# GTEx V7 RNA-Seq data processing
This notebook converts RNA-Seq data to tissue specific tables and save to HDF5 format, which can be accessed from R via `rhdf5` library.

**update**: this will later become part of the GTEx eQTL pipeline.

## Data conversion

In [1]:
import pandas as pd
import numpy as np
import re, os
def load_data(fdata, fsample, dtype = np.float32):
    '''First col of expression data is ENCODE gene name, 2nd col is HUGO name'''
    head = pd.read_csv(fdata, skiprows = 2, sep = '\t', nrows = 1)
    dt = {'Description': str, 'Name': str}
    dt.update({x: dtype for x in head.columns if x not in dt})
    data = pd.read_csv(fdata, compression='gzip', skiprows=2, 
                       index_col=0, header=0, dtype = dt, sep='\t').drop('Description', 1)
    samples = pd.read_csv(fsample, dtype=str, delimiter='\t', header=0)
    sample_dict = {}
    for row in samples[['SAMPID', 'SMTSD']].values:
        if row[1] not in sample_dict:
            sample_dict[row[1]] = []
        if row[0] in data.columns:
            sample_dict[row[1]].append(row[0])
    return data, dict((re.sub("[\W\d]+", "_", k.strip()).strip('_'), v) for k, v in sample_dict.items() if len(v))

In [2]:
fdata = 'data1/rna-seq/GTEx_Data_2016-01-15_v7_RNA-seq_RNA-SeQCv1.1.8_gene_reads.gct.gz'
fsample = 'data1/sample_annotations/GTEx_Analysis_2016-01-15_v7_SampleAttributesDS.txt'
fout = 'data1/rna-seq/GTEx_v7_RNA-seq_RNA-SeQCv1.1.8_gene_rpkm.gct.hdf5'
data, sample = load_data(fdata, fsample, dtype = np.uint32)
data = {k: data.loc[:, sample[k]] for k in sample}

In [3]:
if os.path.isfile(fout):
    os.remove(fout)
for k in data:
    data[k].to_hdf(fout, k, mode = 'a', complevel = 9, complib = 'zlib')

## Load / use data in R

In [4]:
# source("http://bioconductor.org/biocLite.R")
# biocLite("rhdf5")
library(rhdf5)
fdata = 'data1/rna-seq/GTEx_v7_RNA-seq_RNA-SeQCv1.1.8_gene_rpkm.gct.hdf5'
meta = h5ls(fdata)
groups = unique(meta$group)
groups = groups[which(groups != '/')]
groups

In [6]:
mydata <- h5read(fdata, "/Lung")
str(mydata)

List of 4
 $ axis0        : chr [1:474(1d)] "GTEX-111CU-0326-SM-5GZXO" "GTEX-111FC-1126-SM-5GZWU" "GTEX-111VG-0726-SM-5GIDC" "GTEX-111YS-0626-SM-5GZXV" ...
 $ axis1        : chr [1:56202(1d)] "ENSG00000223972.4" "ENSG00000227232.4" "ENSG00000243485.2" "ENSG00000237613.2" ...
 $ block0_items : chr [1:474(1d)] "GTEX-111CU-0326-SM-5GZXO" "GTEX-111FC-1126-SM-5GZWU" "GTEX-111VG-0726-SM-5GIDC" "GTEX-111YS-0626-SM-5GZXV" ...
 $ block0_values: int [1:474, 1:56202] 4 5 4 1 5 5 1 3 0 1 ...

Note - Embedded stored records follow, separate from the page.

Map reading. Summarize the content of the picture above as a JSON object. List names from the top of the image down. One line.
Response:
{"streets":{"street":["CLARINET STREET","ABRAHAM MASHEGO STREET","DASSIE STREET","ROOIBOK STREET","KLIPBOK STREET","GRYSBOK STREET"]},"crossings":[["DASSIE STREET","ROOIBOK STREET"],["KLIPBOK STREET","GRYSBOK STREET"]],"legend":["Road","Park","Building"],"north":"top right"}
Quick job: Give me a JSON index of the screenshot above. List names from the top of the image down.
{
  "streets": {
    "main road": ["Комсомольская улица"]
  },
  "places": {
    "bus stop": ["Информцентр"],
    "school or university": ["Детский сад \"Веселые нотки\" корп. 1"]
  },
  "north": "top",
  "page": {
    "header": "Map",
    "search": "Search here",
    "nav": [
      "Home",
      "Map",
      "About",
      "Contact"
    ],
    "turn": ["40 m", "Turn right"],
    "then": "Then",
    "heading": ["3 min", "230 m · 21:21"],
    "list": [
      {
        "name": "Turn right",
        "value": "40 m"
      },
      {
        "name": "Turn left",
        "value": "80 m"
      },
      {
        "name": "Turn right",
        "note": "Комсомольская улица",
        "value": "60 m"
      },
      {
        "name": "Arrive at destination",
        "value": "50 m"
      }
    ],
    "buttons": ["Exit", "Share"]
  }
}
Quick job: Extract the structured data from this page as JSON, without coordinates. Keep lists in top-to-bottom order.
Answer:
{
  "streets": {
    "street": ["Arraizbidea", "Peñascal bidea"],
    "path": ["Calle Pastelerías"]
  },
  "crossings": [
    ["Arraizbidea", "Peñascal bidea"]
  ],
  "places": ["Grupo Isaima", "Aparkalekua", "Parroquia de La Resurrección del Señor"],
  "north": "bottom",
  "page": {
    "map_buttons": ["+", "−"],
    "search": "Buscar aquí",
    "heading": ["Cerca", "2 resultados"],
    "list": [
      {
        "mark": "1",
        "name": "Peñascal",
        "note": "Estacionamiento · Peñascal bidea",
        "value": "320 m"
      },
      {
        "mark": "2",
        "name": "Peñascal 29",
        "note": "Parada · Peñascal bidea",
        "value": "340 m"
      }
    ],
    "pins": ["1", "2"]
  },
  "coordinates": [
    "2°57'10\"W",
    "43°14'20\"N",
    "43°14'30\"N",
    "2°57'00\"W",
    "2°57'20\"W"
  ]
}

So the group specific data object `mydata` has attribute `axis0` for sample names, `axis1` for gene names, and `block0_values` the 474 * 56202 data matrix. One can make `t(block0_values)` a separate matrix and set its rownames to `axis1` and colnames to `axis0`.